Data extracts START

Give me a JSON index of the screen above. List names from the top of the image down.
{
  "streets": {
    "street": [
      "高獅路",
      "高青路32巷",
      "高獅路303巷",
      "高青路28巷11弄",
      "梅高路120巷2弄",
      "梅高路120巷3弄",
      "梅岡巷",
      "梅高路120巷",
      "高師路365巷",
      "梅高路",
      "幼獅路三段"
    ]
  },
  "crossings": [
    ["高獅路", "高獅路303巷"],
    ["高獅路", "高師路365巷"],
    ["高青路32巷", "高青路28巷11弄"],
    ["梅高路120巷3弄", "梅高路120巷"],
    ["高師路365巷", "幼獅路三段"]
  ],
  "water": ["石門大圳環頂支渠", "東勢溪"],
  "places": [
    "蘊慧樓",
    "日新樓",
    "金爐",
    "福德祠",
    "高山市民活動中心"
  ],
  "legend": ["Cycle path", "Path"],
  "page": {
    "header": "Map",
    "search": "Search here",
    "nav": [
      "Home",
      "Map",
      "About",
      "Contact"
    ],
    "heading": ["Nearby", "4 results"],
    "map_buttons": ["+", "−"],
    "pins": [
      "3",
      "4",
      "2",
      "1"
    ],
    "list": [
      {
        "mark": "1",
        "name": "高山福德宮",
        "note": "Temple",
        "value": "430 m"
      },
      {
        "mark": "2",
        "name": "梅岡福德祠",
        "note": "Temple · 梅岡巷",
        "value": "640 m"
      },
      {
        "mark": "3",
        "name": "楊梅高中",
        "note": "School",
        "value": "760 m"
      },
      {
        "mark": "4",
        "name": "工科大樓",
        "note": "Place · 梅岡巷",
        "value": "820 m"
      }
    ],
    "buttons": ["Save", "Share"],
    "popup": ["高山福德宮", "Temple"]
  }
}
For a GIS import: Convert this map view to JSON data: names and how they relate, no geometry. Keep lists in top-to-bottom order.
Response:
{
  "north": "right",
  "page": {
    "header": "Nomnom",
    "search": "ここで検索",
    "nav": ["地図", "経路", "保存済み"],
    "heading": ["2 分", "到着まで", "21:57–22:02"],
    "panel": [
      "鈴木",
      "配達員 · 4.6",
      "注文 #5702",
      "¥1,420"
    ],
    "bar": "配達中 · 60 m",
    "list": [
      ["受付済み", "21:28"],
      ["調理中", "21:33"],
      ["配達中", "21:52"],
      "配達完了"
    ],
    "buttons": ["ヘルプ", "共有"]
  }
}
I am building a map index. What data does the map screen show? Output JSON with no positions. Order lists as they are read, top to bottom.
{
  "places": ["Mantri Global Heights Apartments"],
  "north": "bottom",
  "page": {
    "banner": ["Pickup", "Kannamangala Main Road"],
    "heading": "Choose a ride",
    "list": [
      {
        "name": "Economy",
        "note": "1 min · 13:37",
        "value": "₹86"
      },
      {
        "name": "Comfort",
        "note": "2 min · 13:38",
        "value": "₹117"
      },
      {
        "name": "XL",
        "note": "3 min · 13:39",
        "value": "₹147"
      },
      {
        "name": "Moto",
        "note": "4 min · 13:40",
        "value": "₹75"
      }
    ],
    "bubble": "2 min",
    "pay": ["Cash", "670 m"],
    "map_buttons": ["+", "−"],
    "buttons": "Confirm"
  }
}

Data extracts END

▸ **Activity**: Repeat every line of the records, exactly as given.

▸ **Answer for the task**:
Give me a JSON index of the screen above. List names from the top of the image down.
{
  "streets": {
    "street": [
      "高獅路",
      "高青路32巷",
      "高獅路303巷",
      "高青路28巷11弄",
      "梅高路120巷2弄",
      "梅高路120巷3弄",
      "梅岡巷",
      "梅高路120巷",
      "高師路365巷",
      "梅高路",
      "幼獅路三段"
    ]
  },
  "crossings": [
    ["高獅路", "高獅路303巷"],
    ["高獅路", "高師路365巷"],
    ["高青路32巷", "高青路28巷11弄"],
    ["梅高路120巷3弄", "梅高路120巷"],
    ["高師路365巷", "幼獅路三段"]
  ],
  "water": ["石門大圳環頂支渠", "東勢溪"],
  "places": [
    "蘊慧樓",
    "日新樓",
    "金爐",
    "福德祠",
    "高山市民活動中心"
  ],
  "legend": ["Cycle path", "Path"],
  "page": {
    "header": "Map",
    "search": "Search here",
    "nav": [
      "Home",
      "Map",
      "About",
      "Contact"
    ],
    "heading": ["Nearby", "4 results"],
    "map_buttons": ["+", "−"],
    "pins": [
      "3",
      "4",
      "2",
      "1"
    ],
    "list": [
      {
        "mark": "1",
        "name": "高山福德宮",
        "note": "Temple",
        "value": "430 m"
      },
      {
        "mark": "2",
        "name": "梅岡福德祠",
        "note": "Temple · 梅岡巷",
        "value": "640 m"
      },
      {
        "mark": "3",
        "name": "楊梅高中",
        "note": "School",
        "value": "760 m"
      },
      {
        "mark": "4",
        "name": "工科大樓",
        "note": "Place · 梅岡巷",
        "value": "820 m"
      }
    ],
    "buttons": ["Save", "Share"],
    "popup": ["高山福德宮", "Temple"]
  }
}
For a GIS import: Convert this map view to JSON data: names and how they relate, no geometry. Keep lists in top-to-bottom order.
Response:
{
  "north": "right",
  "page": {
    "header": "Nomnom",
    "search": "ここで検索",
    "nav": ["地図", "経路", "保存済み"],
    "heading": ["2 分", "到着まで", "21:57–22:02"],
    "panel": [
      "鈴木",
      "配達員 · 4.6",
      "注文 #5702",
      "¥1,420"
    ],
    "bar": "配達中 · 60 m",
    "list": [
      ["受付済み", "21:28"],
      ["調理中", "21:33"],
      ["配達中", "21:52"],
      "配達完了"
    ],
    "buttons": ["ヘルプ", "共有"]
  }
}
I am building a map index. What data does the map screen show? Output JSON with no positions. Order lists as they are read, top to bottom.
{
  "places": ["Mantri Global Heights Apartments"],
  "north": "bottom",
  "page": {
    "banner": ["Pickup", "Kannamangala Main Road"],
    "heading": "Choose a ride",
    "list": [
      {
        "name": "Economy",
        "note": "1 min · 13:37",
        "value": "₹86"
      },
      {
        "name": "Comfort",
        "note": "2 min · 13:38",
        "value": "₹117"
      },
      {
        "name": "XL",
        "note": "3 min · 13:39",
        "value": "₹147"
      },
      {
        "name": "Moto",
        "note": "4 min · 13:40",
        "value": "₹75"
      }
    ],
    "bubble": "2 min",
    "pay": ["Cash", "670 m"],
    "map_buttons": ["+", "−"],
    "buttons": "Confirm"
  }
}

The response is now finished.